Work instructions: Find every line below where the word "reading" occurs. Then say how many there are, giving only the number.

(Collected data entries)
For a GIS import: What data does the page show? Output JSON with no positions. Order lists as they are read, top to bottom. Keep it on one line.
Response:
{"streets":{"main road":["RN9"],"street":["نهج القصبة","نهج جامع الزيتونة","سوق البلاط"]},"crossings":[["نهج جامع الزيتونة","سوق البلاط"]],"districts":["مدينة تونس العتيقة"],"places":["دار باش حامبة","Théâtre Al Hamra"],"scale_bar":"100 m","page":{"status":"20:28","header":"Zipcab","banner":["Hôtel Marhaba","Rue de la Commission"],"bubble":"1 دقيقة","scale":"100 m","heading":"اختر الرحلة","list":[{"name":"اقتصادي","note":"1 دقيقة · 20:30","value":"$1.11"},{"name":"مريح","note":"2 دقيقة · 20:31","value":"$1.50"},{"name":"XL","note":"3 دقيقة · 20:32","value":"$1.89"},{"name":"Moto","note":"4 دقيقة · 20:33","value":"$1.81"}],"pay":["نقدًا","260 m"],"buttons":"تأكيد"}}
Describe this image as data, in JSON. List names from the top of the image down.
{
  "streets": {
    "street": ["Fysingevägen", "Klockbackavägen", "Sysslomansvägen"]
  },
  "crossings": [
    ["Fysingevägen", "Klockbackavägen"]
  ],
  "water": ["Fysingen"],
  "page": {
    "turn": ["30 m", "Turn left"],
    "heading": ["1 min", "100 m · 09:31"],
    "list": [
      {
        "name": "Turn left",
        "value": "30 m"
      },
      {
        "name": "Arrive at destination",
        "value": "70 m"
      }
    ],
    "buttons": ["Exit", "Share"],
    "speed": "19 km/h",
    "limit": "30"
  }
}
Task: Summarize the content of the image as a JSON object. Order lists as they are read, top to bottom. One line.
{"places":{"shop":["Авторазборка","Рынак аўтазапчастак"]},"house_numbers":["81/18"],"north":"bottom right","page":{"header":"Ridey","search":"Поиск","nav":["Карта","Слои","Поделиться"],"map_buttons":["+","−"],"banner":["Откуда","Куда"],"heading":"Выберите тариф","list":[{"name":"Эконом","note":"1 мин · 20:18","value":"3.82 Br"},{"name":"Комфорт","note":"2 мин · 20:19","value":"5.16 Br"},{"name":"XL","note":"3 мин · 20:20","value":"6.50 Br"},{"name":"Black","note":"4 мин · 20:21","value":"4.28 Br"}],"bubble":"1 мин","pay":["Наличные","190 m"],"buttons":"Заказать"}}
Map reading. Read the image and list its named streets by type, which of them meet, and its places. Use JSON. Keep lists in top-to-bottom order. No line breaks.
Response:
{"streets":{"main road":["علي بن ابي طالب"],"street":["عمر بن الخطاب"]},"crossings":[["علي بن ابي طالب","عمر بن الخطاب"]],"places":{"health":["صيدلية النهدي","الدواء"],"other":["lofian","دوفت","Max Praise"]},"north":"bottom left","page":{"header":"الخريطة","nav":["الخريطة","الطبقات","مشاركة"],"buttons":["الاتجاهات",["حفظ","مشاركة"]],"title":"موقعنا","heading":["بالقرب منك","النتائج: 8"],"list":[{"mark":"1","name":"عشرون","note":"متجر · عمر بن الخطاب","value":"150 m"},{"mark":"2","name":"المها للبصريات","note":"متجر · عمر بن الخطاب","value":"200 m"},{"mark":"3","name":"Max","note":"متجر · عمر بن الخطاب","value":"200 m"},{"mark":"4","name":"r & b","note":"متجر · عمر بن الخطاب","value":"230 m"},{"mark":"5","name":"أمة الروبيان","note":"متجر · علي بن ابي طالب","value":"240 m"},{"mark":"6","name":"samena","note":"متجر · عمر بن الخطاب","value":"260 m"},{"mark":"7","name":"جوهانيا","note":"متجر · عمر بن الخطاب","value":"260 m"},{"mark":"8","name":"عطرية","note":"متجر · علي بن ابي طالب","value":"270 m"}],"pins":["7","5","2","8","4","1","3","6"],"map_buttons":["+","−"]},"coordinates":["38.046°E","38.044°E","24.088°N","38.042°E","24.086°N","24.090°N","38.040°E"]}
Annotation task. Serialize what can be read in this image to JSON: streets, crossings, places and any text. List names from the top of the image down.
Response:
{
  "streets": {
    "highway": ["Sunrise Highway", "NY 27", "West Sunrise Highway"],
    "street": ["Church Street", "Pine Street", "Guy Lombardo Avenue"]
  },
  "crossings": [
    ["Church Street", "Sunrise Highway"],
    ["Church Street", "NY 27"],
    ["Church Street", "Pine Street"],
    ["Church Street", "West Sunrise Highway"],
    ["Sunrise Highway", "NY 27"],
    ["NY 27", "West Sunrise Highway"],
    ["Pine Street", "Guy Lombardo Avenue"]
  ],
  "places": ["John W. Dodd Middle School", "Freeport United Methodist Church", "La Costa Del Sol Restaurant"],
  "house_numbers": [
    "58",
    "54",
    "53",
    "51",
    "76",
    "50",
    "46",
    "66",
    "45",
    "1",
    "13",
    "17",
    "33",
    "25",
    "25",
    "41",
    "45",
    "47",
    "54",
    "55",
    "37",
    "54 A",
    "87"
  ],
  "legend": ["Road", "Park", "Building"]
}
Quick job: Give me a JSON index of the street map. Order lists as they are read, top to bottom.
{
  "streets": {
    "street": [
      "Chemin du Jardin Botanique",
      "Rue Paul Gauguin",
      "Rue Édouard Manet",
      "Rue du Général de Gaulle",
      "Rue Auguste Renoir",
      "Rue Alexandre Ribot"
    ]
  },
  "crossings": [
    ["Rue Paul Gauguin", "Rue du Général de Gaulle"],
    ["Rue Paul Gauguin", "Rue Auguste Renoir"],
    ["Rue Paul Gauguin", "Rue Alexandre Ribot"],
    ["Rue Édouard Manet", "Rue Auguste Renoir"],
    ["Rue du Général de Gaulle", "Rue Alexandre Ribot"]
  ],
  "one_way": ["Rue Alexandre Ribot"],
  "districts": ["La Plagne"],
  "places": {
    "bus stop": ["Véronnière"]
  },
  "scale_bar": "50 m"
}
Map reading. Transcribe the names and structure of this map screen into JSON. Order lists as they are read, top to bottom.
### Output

Answer to this task: 2